Automated API tests with Gherkin increase efficiency and quality

Marcel StalderMarcel Stalder
15 min read

Automated and continuous tests of web service interfaces detect discrepancies to specification at an early stage and can be resolved with less effort. By using Gherkin, the test cases are simple to understand and to define. This innovation reduces defects and leads to lower costs.

Initial situation

A new, service-oriented financial platform offers several dozen web services to bidirectionally exchange financial data. The web service specification is based on specialised data models to avoid dependencies to products or technologies. The platform comprises a mixture of new, and modified existing web services. The focus is on REST services with a JSON payload, specified using OpenAPI or OData.

The following diagram shows the initial situation: Initial situation with manual test setup Initial situation with manual test setup

Several service consumers call the web service interfaces provided by the service provider, the financial platform that is newly built. The implementation of the interfaces is based on service specifications in OpenAPI/OData, based on the functional requirements of the services. The service consumers expect a certain behaviour from the service provider when a service is called. This includes data that is delivered in a specific format, or return values and error codes, depending on the request. This expected behaviour is reflected in a service contract, which can be tested using contract-based/contract-driven testing.

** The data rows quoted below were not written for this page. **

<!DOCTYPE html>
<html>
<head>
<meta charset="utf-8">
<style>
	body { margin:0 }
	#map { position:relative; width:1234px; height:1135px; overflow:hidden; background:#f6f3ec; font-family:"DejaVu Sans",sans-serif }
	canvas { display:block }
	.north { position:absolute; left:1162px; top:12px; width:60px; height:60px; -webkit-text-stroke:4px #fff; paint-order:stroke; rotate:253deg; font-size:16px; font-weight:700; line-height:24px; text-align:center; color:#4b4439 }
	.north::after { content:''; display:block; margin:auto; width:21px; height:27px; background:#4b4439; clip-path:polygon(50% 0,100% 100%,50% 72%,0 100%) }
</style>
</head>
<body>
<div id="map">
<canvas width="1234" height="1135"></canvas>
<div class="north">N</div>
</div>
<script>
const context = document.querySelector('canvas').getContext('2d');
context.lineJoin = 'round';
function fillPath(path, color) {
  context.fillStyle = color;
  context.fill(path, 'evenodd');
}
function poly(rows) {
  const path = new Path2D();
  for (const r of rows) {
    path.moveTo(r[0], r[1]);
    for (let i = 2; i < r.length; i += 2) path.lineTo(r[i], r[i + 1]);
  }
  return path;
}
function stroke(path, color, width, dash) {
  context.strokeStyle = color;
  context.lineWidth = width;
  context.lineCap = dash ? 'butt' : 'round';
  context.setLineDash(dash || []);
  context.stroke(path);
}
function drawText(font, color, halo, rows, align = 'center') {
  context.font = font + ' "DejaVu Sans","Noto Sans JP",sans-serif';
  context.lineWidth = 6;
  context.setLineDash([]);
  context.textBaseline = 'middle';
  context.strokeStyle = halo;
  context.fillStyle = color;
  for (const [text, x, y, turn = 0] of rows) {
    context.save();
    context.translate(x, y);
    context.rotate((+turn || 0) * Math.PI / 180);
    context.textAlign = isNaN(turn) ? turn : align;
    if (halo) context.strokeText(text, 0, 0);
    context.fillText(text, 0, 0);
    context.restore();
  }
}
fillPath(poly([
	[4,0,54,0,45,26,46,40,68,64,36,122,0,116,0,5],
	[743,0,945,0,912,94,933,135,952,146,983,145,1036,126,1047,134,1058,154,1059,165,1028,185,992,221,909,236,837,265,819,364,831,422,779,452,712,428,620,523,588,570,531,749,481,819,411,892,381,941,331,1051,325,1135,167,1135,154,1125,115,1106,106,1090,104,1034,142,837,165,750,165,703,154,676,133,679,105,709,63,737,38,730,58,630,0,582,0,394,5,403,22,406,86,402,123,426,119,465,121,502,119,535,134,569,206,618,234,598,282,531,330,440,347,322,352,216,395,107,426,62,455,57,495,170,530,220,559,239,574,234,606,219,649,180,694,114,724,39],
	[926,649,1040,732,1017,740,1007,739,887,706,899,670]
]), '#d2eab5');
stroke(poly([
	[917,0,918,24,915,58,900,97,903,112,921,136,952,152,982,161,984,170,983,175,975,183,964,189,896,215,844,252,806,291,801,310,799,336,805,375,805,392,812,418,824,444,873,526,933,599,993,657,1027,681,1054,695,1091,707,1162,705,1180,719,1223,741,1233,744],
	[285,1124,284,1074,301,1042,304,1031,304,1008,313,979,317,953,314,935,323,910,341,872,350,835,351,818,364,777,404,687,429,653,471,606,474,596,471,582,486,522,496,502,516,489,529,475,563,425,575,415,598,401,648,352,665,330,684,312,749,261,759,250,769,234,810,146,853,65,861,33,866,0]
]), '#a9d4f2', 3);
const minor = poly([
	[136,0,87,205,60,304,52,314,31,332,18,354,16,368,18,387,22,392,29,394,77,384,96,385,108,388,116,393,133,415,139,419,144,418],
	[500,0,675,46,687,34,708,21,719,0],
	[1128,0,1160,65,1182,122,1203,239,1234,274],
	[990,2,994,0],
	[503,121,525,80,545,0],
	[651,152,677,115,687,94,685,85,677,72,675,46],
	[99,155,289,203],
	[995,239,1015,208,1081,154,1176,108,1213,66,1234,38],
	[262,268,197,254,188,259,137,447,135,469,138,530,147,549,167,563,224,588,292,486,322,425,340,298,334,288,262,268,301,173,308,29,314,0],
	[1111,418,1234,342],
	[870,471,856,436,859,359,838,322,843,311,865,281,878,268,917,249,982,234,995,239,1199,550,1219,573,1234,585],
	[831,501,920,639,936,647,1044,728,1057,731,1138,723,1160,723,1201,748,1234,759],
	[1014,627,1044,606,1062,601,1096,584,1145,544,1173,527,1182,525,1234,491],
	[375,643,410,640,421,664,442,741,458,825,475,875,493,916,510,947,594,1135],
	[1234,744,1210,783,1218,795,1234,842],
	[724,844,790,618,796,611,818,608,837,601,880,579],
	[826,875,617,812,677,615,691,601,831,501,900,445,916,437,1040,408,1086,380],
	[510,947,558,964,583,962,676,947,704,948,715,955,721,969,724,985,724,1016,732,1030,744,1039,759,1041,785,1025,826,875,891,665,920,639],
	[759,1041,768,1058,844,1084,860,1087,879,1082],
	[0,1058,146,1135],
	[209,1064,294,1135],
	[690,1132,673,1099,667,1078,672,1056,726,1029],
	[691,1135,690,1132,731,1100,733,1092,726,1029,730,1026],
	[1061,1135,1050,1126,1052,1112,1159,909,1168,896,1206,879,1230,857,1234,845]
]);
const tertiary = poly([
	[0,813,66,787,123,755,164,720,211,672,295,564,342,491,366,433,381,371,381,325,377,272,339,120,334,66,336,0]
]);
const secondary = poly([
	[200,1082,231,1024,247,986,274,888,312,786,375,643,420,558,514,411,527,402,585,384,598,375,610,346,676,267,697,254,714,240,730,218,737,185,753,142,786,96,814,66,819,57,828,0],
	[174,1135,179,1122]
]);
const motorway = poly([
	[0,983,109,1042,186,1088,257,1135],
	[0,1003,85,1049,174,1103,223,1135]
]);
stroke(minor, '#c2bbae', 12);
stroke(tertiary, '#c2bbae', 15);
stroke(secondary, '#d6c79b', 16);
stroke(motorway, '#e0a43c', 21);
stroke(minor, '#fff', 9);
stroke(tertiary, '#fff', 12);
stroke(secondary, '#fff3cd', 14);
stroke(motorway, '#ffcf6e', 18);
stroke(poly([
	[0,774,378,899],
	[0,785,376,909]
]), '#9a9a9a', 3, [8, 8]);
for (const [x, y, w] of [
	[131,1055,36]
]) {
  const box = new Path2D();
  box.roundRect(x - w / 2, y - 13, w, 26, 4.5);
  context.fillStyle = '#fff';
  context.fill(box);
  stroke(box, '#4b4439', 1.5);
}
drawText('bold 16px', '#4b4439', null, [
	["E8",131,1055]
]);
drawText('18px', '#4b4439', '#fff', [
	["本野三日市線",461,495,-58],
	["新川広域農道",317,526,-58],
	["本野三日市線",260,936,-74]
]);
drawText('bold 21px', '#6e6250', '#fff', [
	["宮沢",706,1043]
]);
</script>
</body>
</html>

This distributed system decouples the organisational units in terms of products, technologies and release cycles. However, quality assurance is challenging, as the web services offered can only be invoked end-2-end via the consumer's systems or by complex, manual test requests. These tests are therefore time-consuming, error-prone, only partially reproducible and difficult to document. As key financial figures and reports are generated via the platform, it is important that the web services are implemented and integrated correctly. If the platform generates incorrect results, the consequences may be severe - reputational damage, legal challenges, and even insolvency.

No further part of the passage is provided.